Post-liberation, while Ahmed bhai was given an important role close to the president [Mandela became South Africa’s first black president in 1994], his innate modesty and sense of self-respect inhibited him from the kind of rush that was taking place among others who came out of Robben Island. Everybody wanted a piece of the cake; the distribution of loaves and fish after the arrival of the new government was notorious for its crudity. Ahmed bhai kept himself away from all that.

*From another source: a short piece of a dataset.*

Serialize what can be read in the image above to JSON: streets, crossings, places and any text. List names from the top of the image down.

Ahmed chai and Barbara Hogan, his partner and a practising lawyer, became good friends of my husband Lakshmi [LC Jain, who was the Indian High Commissioner to South Africa in the last year of Mandela’s presidency in 1999] and me when we were in South Africa. He was the one who was to take us to Robben Island, he was the one who introduced us to other great freedom fighters and people from the Indian community who had enabled the freedom struggle. We met Ismail Meer, Mandela’s lawyer, again an Indian, and his wife Fatima Meer, who was equally important in Mandela’s life as she was close to Winnie [Mandela’s wife] and was godmother to her children.

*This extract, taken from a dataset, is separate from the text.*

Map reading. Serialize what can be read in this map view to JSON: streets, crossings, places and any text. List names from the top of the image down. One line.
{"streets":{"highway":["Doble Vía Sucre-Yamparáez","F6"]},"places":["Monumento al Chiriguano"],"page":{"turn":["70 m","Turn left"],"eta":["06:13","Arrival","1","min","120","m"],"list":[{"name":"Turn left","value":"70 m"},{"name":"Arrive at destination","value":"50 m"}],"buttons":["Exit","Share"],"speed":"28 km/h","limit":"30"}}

The decline of the African National Congress, the kind of crudity and dog fights that have been taking place for almost all of the last 17 years, that is since Mandela retired from the presidency (in June 1999), hurt people like Ahmed bhai deeply. There was nothing else he would discuss when we met. But one thing that seems to have given them a kind of solace, bitter as it was, was when Lakshmi and I described how the Indian National Congress had blemished itself in ways very similar to how the African National Congress was blemishing itself. The fight for loaves and fish and the undermining of chosen leaders. The breakdown of the political ethic that was happening in the African National Congress was no different from what happened to the Congress party over the decades.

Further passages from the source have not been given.